TechCrunch said, "If Google Wave Is The Future, Google Buzz Is The Present". And that means what exactly? Well I'll assume you've heard of Google Wave. You may not know exactly what Google Wave is or what it can do, but I'll presume you remember everyone going crazy about Wave towards the end of 2009. Well, Google Buzz is the new 'next big thing' from Google.
Before I throw too many words at you, check out Google's video explaining what Buzz is...
I have to agree with TechCrunch on this one. Consider Google. A huge global mega-corp with interests in virtually every part of the modern web, from video hosting (YouTube) to email (Gmail) to image hosting (Picasa) to software/OS (Chrome) to hardware (Nexus One). The big glaring gap in that list, however, is Social Networking. In the grand scheme of things, Google do not have a presence within the hierarchy of favourite Social Media Networking sites. So why not fix that?
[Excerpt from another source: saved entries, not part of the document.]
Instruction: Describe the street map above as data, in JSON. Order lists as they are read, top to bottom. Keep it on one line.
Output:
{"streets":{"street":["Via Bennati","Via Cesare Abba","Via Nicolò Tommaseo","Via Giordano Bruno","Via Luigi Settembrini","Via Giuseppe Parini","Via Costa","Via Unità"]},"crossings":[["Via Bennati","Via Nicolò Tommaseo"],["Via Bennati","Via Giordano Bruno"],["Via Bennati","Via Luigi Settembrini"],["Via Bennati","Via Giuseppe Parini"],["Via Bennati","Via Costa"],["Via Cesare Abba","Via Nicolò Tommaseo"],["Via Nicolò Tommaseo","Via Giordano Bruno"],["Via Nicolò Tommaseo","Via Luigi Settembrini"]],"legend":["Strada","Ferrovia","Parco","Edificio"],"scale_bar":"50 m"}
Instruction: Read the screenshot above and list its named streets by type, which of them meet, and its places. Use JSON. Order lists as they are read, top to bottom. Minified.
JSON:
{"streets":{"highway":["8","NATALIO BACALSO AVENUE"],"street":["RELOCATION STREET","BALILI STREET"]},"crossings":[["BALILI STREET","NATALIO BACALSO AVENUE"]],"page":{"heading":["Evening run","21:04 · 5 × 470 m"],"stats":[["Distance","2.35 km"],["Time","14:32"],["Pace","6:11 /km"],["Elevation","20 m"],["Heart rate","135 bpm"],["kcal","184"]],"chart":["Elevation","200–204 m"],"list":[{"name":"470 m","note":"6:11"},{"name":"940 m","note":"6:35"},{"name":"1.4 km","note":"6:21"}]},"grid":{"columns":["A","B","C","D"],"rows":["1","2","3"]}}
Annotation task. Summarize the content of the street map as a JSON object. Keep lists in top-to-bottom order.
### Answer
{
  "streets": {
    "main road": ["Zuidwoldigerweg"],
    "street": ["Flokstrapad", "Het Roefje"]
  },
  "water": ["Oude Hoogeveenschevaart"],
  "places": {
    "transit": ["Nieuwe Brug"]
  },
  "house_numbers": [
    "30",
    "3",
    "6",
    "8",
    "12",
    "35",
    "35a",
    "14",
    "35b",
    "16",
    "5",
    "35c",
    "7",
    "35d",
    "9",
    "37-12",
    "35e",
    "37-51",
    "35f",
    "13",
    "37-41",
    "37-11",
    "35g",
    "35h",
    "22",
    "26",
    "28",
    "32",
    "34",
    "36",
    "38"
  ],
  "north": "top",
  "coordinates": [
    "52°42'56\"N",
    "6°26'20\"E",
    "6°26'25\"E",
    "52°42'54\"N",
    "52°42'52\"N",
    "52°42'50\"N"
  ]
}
And you know what, Google are going to try just that.
Google's latest venture, Google Buzz, is designed to bring together elements of Twitter, Foursquare, Yelp, and Facebook together in one convenient location, accessible by either desktop or mobile. Google Buzz is described as the ultimate feed, a kind of FriendFeed on steroids. Through the "convenience" of your Gmail account, you will now be able to stream your status updates, pictures, links, and videos from your friends. In a similar fashion to Facebook you can then “like” them and comment on them. The service will also suck in feeds from Flickr, Picasa, Google Reader and Twitter. Beyond this, Google Buzz will then also offer the added functionality of making recommendations of feed items that you might like based on friends’ activity.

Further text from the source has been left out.